## What the exercise asks
Look through the entries below and count the lines that contain "building". Reply with that number only.

## Exercise material

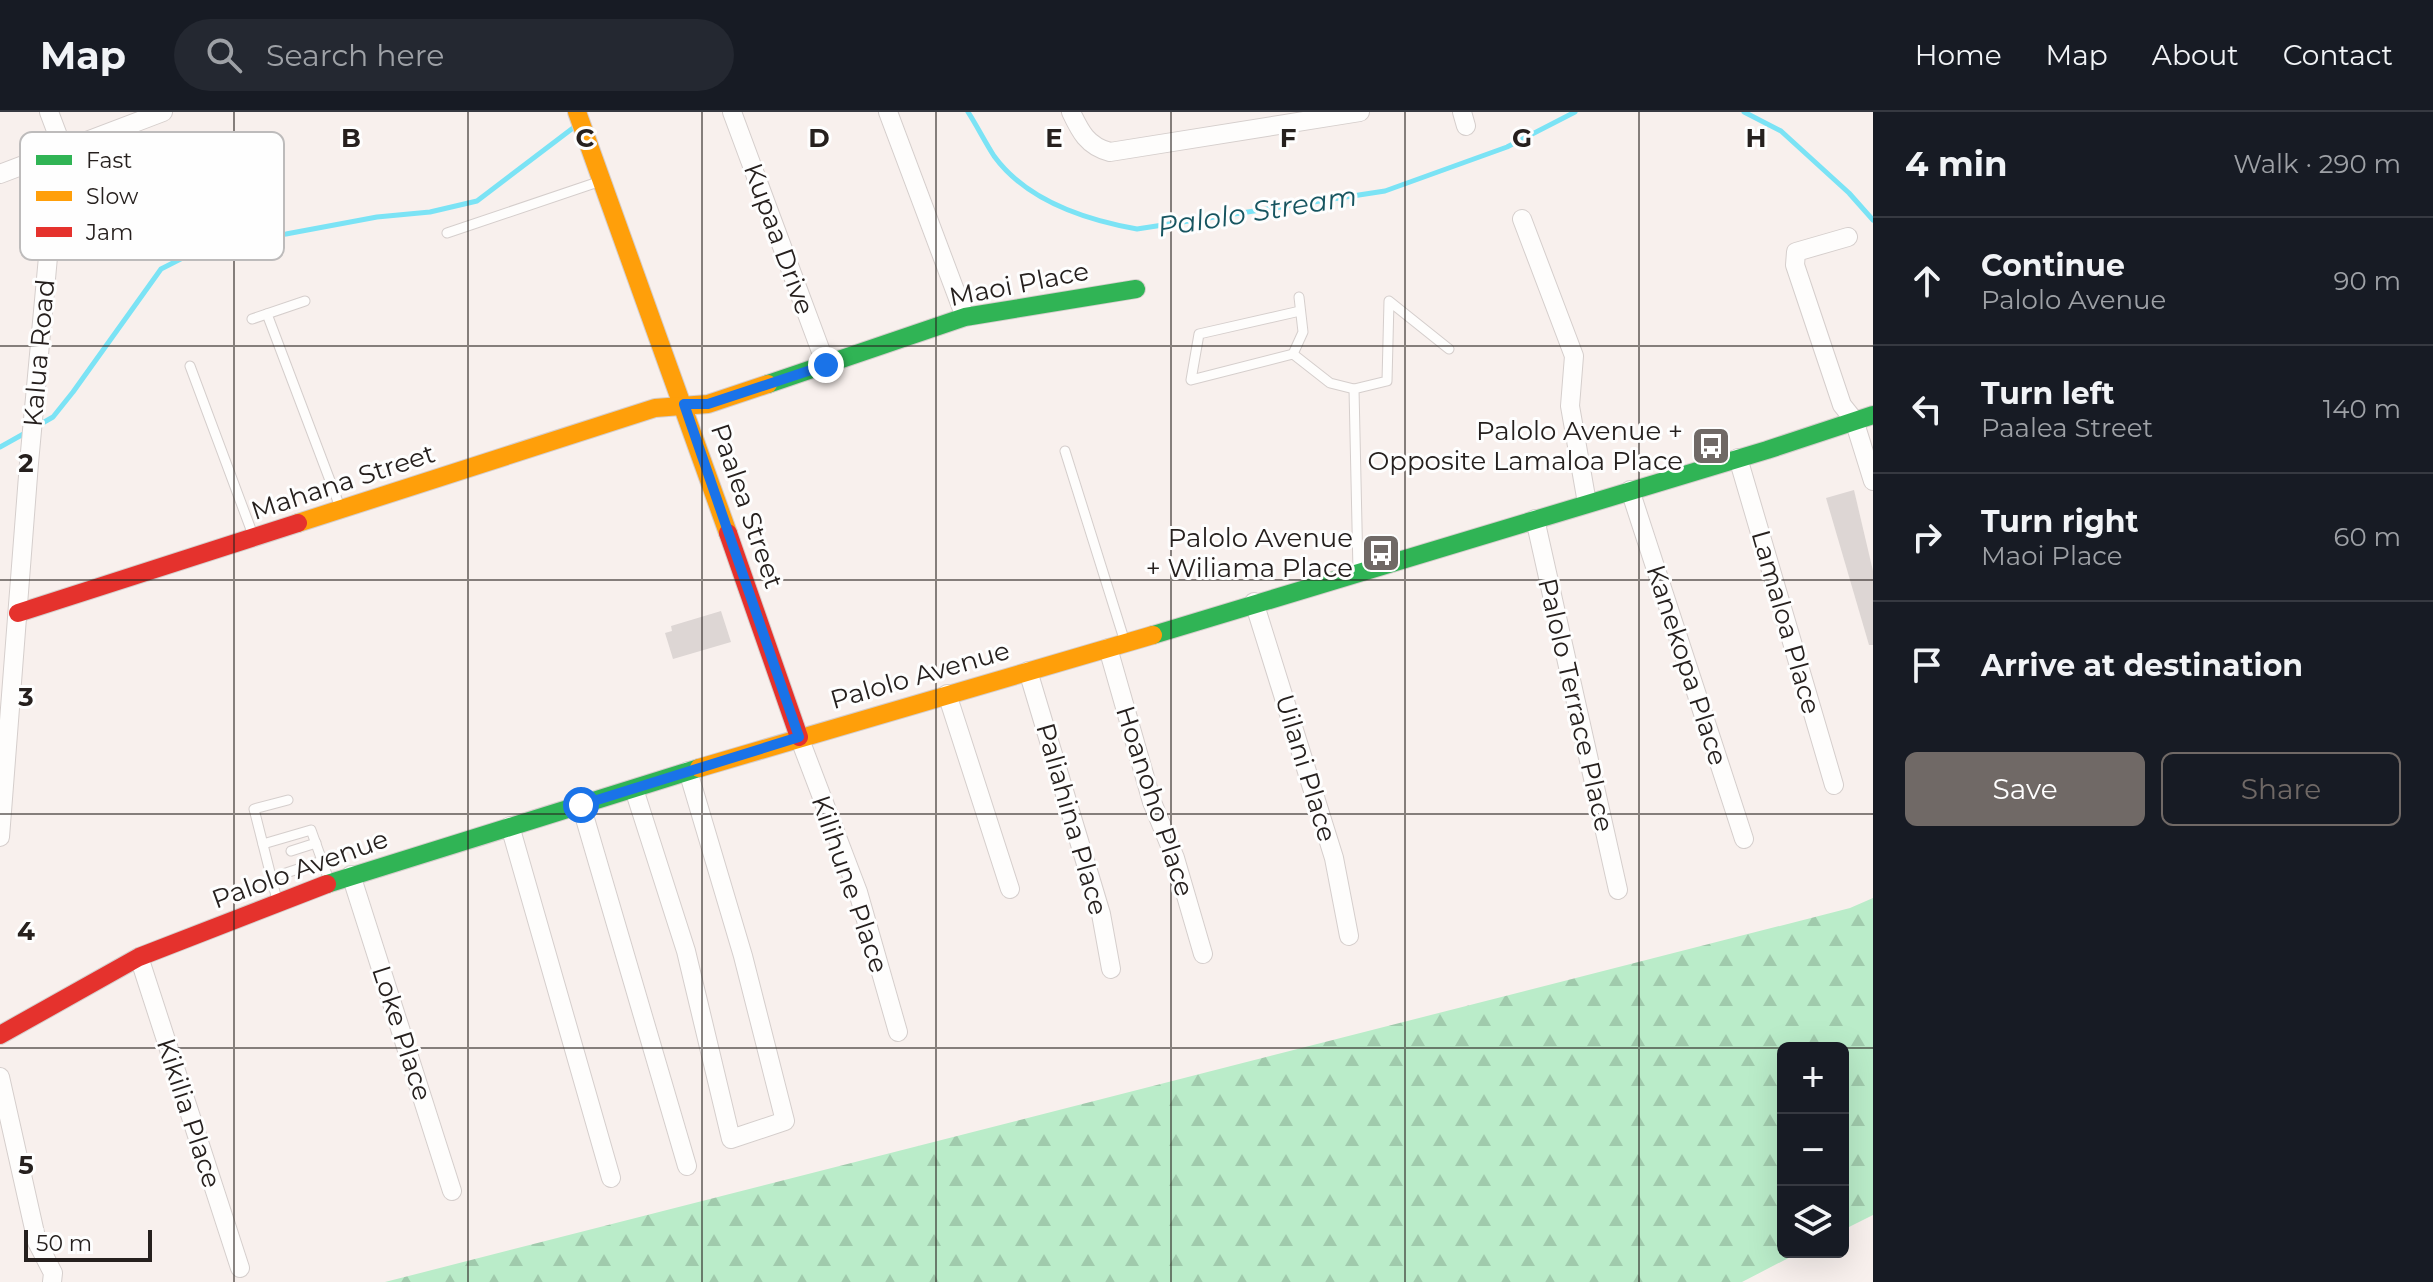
<!DOCTYPE html>
<meta charset="utf-8">
<style>
body{margin:0;font-family:Montserrat,sans-serif;background:#242831;color:#f1f3f6}
.controls{position:absolute;right:24px;bottom:24px;display:grid;overflow:hidden;border-radius:12px;box-shadow:0 8px 32px #0002}
.controls button{width:72px;height:72px;display:grid;place-items:center;padding:0;border:0;border-bottom:2px solid #363941;background:#171b24;color:#f1f3f6;font:40px sans-serif}
.scale{position:absolute;left:24px;bottom:20px;width:128px;box-sizing:border-box;padding-left:8px;border:4px solid #26201e;border-top:0;font-size:22px;line-height:28px;white-space:nowrap;color:#26201e;-webkit-text-stroke:6px #fefefe;paint-order:stroke}
.stop{position:absolute;width:24px;height:24px;margin:-18px;border:6px solid #1a73e8;border-radius:50%;background:#fff}
.stop.end{background:#1a73e8;border-color:#fff;box-shadow:0 2px 8px #0008}
.list{margin:0;padding:0;list-style:none}
h2{display:flex;justify-content:space-between;align-items:center;height:104px;margin:0;padding:0 32px;font-size:34px}
h2 small{font-size:26px;font-weight:400;color:#9ea1a6}
.list li{display:grid;grid-template-columns:52px 1fr auto;gap:24px;align-items:center;box-sizing:border-box;height:128px;padding:0 32px;border-top:2px solid #363941}
.list b{display:block;font-size:30px;white-space:nowrap}
.list p{margin:0;font-size:26px;white-space:nowrap;color:#9ea1a6}
.list em{font-size:26px;font-style:normal;color:#9ea1a6}
.actions{display:flex;gap:16px;padding:24px 32px}
.actions a{flex:1;padding:18px 0;border:2px solid #706966;border-radius:12px;text-align:center;font-size:28px;color:#706966}
.actions .main{background:#706966;color:#fff}
.icon{flex:none;width:44px;height:44px;fill:none;stroke:currentColor;stroke-width:2;stroke-linecap:round;stroke-linejoin:round}
.map{position:relative;flex:none;width:1873px;height:1170px;overflow:hidden}
header{display:flex;align-items:center;gap:48px;box-sizing:border-box;height:112px;padding:0 40px;background:#171b24;border-bottom:2px solid #363941}
header strong{font-size:38px}
nav{display:flex;gap:44px;margin-inline-start:auto;font-size:28px}
.search{width:560px;height:72px;background:#242831;display:flex;align-items:center;gap:20px;box-sizing:border-box;padding:0 28px;border-radius:44px;color:#9ea1a6;font-size:30px}
main{display:flex}
aside{flex:1;background:#171b24}
.map>svg:first-child{display:block}
.forest{fill:url(#forest-firs)}
.lines{fill:none;stroke-linecap:round;stroke-linejoin:round}
.stream{stroke:#7be3f5;stroke-width:5}
.building{fill:#ddd6d4}
.lane-casing{stroke:#d5cecc;stroke-width:11}
.street-casing{stroke:#d5cecc;stroke-width:20}
.fast-casing{stroke:#d5cecc;stroke-width:20}
.slow-casing{stroke:#d5cecc;stroke-width:20}
.jam-casing{stroke:#d5cecc;stroke-width:20}
.lane{stroke:#fefdfc;stroke-width:9}
.street{stroke:#fefdfc;stroke-width:18}
.fast{stroke:#30b455;stroke-width:18}
.slow{stroke:#ff9f0a;stroke-width:18}
.jam{stroke:#e5322d;stroke-width:18}
.route{stroke:#1a73e8;stroke-width:10}
.grid{fill:none;stroke:#26201e;stroke-width:2;stroke-opacity:0.55}
.labels{text-anchor:middle;dominant-baseline:central;stroke-width:6;stroke-linejoin:round;paint-order:stroke}
.street-label{font-size:26px;fill:#26201e;stroke:#fefefe}
.poi-label{font-size:26px;fill:#26201e;stroke:#fefefe;text-anchor:end}
.water-label{font-size:28px;font-style:italic;fill:#175560;stroke:#fefefe}
.key{fill:#fefefe;stroke:#bdbbbb;stroke-width:2}
.key-label{font-size:22px;fill:#26201e}
.grid-label{font-size:26px;text-anchor:middle;font-weight:bold;fill:#26201e;stroke:#fefefe;stroke-width:6;stroke-linejoin:round;paint-order:stroke}
</style>
<header>
<strong>Map</strong>
<div class="search"><svg class="icon" aria-label="search" viewBox="0 0 24 24"><circle cx="10" cy="10" r="6"/><path d="M15 15l6 6"/></svg>Search here</div>
<nav><a>Home</a><a>Map</a><a>About</a><a>Contact</a></nav>
</header>
<main>
<div class="map">
<svg width="1873" height="1170" viewBox="0 0 1873 1170">
<defs>
<pattern id="forest-firs" width="22" height="20" patternUnits="userSpaceOnUse" patternTransform="scale(2)"><rect width="22" height="20" fill="#baecc9"/><path d="M5 1l3.5 6h-7zM16 11l3.5 6h-7z" fill="#a0caac"/></pattern>
</defs>
<rect width="100%" height="100%" fill="#f8f0ed"/>
<path class="forest" d="M 1873,786 L 1873,1103 L 1843,1118 L 1843,936 L 1783,936 L 1783,1140 L 1800,1140 L 1742,1170 L 385,1170 L 1850,796 Z"/>
<g class="lines">
<g class="stream">
<path d="M 968,0 C 977,14 985,30 994,44 C 1026,88 1086,108 1137,117 L 1385,79 L 1507,35 L 1575,0"/>
<path d="M 1744,0 L 1781,19 L 1849,81 L 1873,108"/>
<path d="M 39,313 L 53,305 L 73,280 L 161,157 L 212,131 L 286,122 L 377,105 L 430,100 L 477,89 L 573,16"/>
<path d="M 0,335 L 27,320"/>
</g>
</g>
<g class="building">
<path d="M 1854,378 L 1873,459 L 1873,533 L 1869,533 L 1826,386 Z"/>
<path d="M 721,499 L 731,530 L 673,547 L 665,521 L 672,519 L 671,514 Z"/>
</g>
<g class="lines">
<defs>
<g id="lane">
<path d="M 447,121 L 598,70"/>
<path d="M 1300,199 L 1199,222 L 1191,268 L 1293,242 L 1330,271 L 1354,277"/>
<path d="M 267,202 L 340,395"/>
<path d="M 252,207 L 305,189"/>
<path d="M 1293,242 L 1303,220 L 1299,185"/>
<path d="M 190,254 L 253,423"/>
<path d="M 1065,339 L 1124,527"/>
<path d="M 1358,459 L 1354,277 L 1387,269 L 1389,189 L 1449,237"/>
<path d="M 263,732 L 311,718 L 329,768"/>
<path d="M 291,739 L 316,731"/>
<path d="M 271,766 L 322,749"/>
<path d="M 277,788 L 254,697 L 288,688"/>
</g>
<g id="street">
<path d="M 732,0 L 826,253"/>
<path d="M 888,0 L 965,205"/>
<path d="M 1071,0 C 1080,19 1087,34 1110,40 L 1360,0"/>
<path d="M 1462,0 L 1466,14"/>
<path d="M 0,62 L 163,0"/>
<path d="M 1522,107 L 1574,244 L 1570,294 L 1587,391"/>
<path d="M 1848,125 L 1796,140 L 1795,153 L 1842,293 L 1854,308 L 1873,369"/>
<path d="M 1738,346 L 1834,673"/>
<path d="M 1630,378 L 1744,727"/>
<path d="M 1535,407 L 1618,778"/>
<path d="M 1254,490 L 1334,746 L 1349,824"/>
<path d="M 1108,536 L 1152,690 L 1175,746 L 1203,842"/>
<path d="M 1028,559 L 1101,802 L 1111,857"/>
<path d="M 947,582 L 1010,777"/>
<path d="M 799,625 L 858,780 L 898,920"/>
<path d="M 634,677 L 686,839 L 731,1027 L 785,1009 L 743,844 L 688,659"/>
<path d="M 581,693 L 687,1054"/>
<path d="M 510,714 L 611,1066"/>
<path d="M 0,725 L 29,351 L 55,69 L 63,37 L 49,0"/>
<path d="M 351,763 L 452,1079"/>
<path d="M 139,845 L 240,1156"/>
<path d="M 0,965 L 37,1130 L 53,1161 L 52,1170"/>
</g>
<g id="fast">
<path d="M 768,272 L 965,205 L 1136,177"/>
<path d="M 1153,523 L 1767,338 L 1873,303"/>
<path d="M 327,772 L 699,656"/>
</g>
<g id="slow">
<path d="M 577,0 L 728,421"/>
<path d="M 298,411 L 655,296 L 708,292 L 768,272"/>
<path d="M 699,656 L 1153,523"/>
</g>
<g id="jam">
<path d="M 728,421 L 799,625"/>
<path d="M 18,501 L 298,411"/>
<path d="M 0,923 L 139,845 L 327,772"/>
</g>
</defs>
<use href="#lane" class="lane-casing"/>
<use href="#street" class="street-casing"/>
<use href="#fast" class="fast-casing"/>
<use href="#slow" class="slow-casing"/>
<use href="#jam" class="jam-casing"/>
<use href="#lane" class="lane"/>
<use href="#street" class="street"/>
<use href="#fast" class="fast"/>
<use href="#slow" class="slow"/>
<use href="#jam" class="jam"/>
</g>
<g class="lines">
<path class="route" d="M 581,693 L 799,625 L 684,292 L 708,292 L 826,253"/>
</g>
<path class="grid" d="M 234,0 L 234,1170M 468,0 L 468,1170M 702,0 L 702,1170M 936,0 L 936,1170M 1171,0 L 1171,1170M 1405,0 L 1405,1170M 1639,0 L 1639,1170M 0,234 L 1873,234M 0,468 L 1873,468M 0,702 L 1873,702M 0,936 L 1783,936M 1783,936 L 1843,936M 1843,936 L 1873,936"/>
<defs>
<symbol id="bus-square" viewBox="-11 -11 22 22"><rect x="-9" y="-9" width="18" height="18" rx="4" fill="#706966" stroke="#fefefe"/><path d="M-5-6H5V4H4V6H2V4H-2V6H-4V4H-5ZM-3.5-4V0h7V-4ZM-3.5 1.2v1.5H-2V1.2ZM2 1.2v1.5H3.5V1.2Z" fill="#fff"/></symbol>
</defs>
<g fill-rule="evenodd">
<use href="#bus-square" x="1689" y="312" width="44" height="44"/>
<use href="#bus-square" x="1359" y="419" width="44" height="44"/>
</g>
<g class="labels">
<g class="street-label">
<text transform="translate(779 127) rotate(70)">Kupaa Drive</text>
<text transform="translate(1019 172) rotate(-11)">Maoi Place</text>
<text transform="translate(39 241) rotate(-85)">Kalua Road</text>
<text transform="translate(343 370) rotate(-18)">Mahana Street</text>
<text transform="translate(747 394) rotate(71)">Paalea Street</text>
<text transform="translate(1786 510) rotate(74)">Lamaloa Place</text>
<text transform="translate(1687 553) rotate(72)">Kanekopa Place</text>
<text transform="translate(920 563) rotate(-16)">Palolo Avenue</text>
<text transform="translate(1576 593) rotate(77)">Palolo Terrace Place</text>
<text transform="translate(1306 656) rotate(73)">Uilani Place</text>
<text transform="translate(1155 689) rotate(72)">Hoanoho Place</text>
<text transform="translate(1072 707) rotate(74)">Paliahina Place</text>
<text transform="translate(300 757) rotate(-20)">Palolo Avenue</text>
<text transform="translate(850 772) rotate(71)">Kilihune Place</text>
<text transform="translate(402 921) rotate(72)">Loke Place</text>
<text transform="translate(189 1001) rotate(72)">Kikilia Place</text>
</g>
<g class="poi-label">
<text x="1683" y="319">Palolo Avenue +<tspan x="1683" dy="30">Opposite Lamaloa Place</tspan></text>
<text x="1353" y="426">Palolo Avenue<tspan x="1353" dy="30">+ Wiliama Place</tspan></text>
</g>
<g class="water-label">
<text transform="translate(1257 99) rotate(-9)">Palolo Stream</text>
</g>
</g>
<rect x="20" y="20" width="264" height="128" rx="12" class="key"/>
<rect x="36" y="43" width="36" height="10" fill="#30b455"/>
<rect x="36" y="79" width="36" height="10" fill="#ff9f0a"/>
<rect x="36" y="115" width="36" height="10" fill="#e5322d"/>
<g class="key-label">
<text x="86" y="56">Fast</text>
<text x="86" y="92">Slow</text>
<text x="86" y="128">Jam</text>
</g>
<g class="grid-label">
<text x="351" y="35">B</text>
<text x="585" y="35">C</text>
<text x="819" y="35">D</text>
<text x="1054" y="35">E</text>
<text x="1288" y="35">F</text>
<text x="1522" y="35">G</text>
<text x="1756" y="35">H</text>
<text x="26" y="360">2</text>
<text x="26" y="594">3</text>
<text x="26" y="828">4</text>
<text x="26" y="1062">5</text>
</g>
</svg>
<div class="controls">
<button>+</button>
<button>−</button>
<button><svg class="icon" aria-label="layers" viewBox="0 0 24 24"><path d="M12 4l9 5-9 5-9-5zM3 14l9 5 9-5"/></svg></button>
</div>
<div class="scale">50 m</div>
<div class="stop" style="left:581px;top:693px"></div>
<div class="stop end" style="left:826px;top:253px"></div>
</div>
<aside>
<h2>4 min<small>Walk · 290 m</small></h2>
<ul class="list">
<li><svg class="icon" aria-label="ahead" viewBox="0 0 24 24"><path d="M12 20V5M6 11l6-6 6 6"/></svg><div><b>Continue</b><p>Palolo Avenue</p></div><em>90 m</em></li>
<li><svg class="icon" aria-label="left" viewBox="0 0 24 24"><path d="M17 20v-9H6M10 6l-5 5 5 5"/></svg><div><b>Turn left</b><p>Paalea Street</p></div><em>140 m</em></li>
<li><svg class="icon" aria-label="right" viewBox="0 0 24 24"><path d="M7 20v-9h11M14 6l5 5-5 5"/></svg><div><b>Turn right</b><p>Maoi Place</p></div><em>60 m</em></li>
<li><svg class="icon" aria-label="arrive" viewBox="0 0 24 24"><path d="M6 21V4h12l-3 4 3 4H6"/></svg><div><b>Arrive at destination</b></div></li>
</ul>
<div class="actions"><a class="main">Save</a><a>Share</a></div>
</aside>
</main>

## Exercise solution
2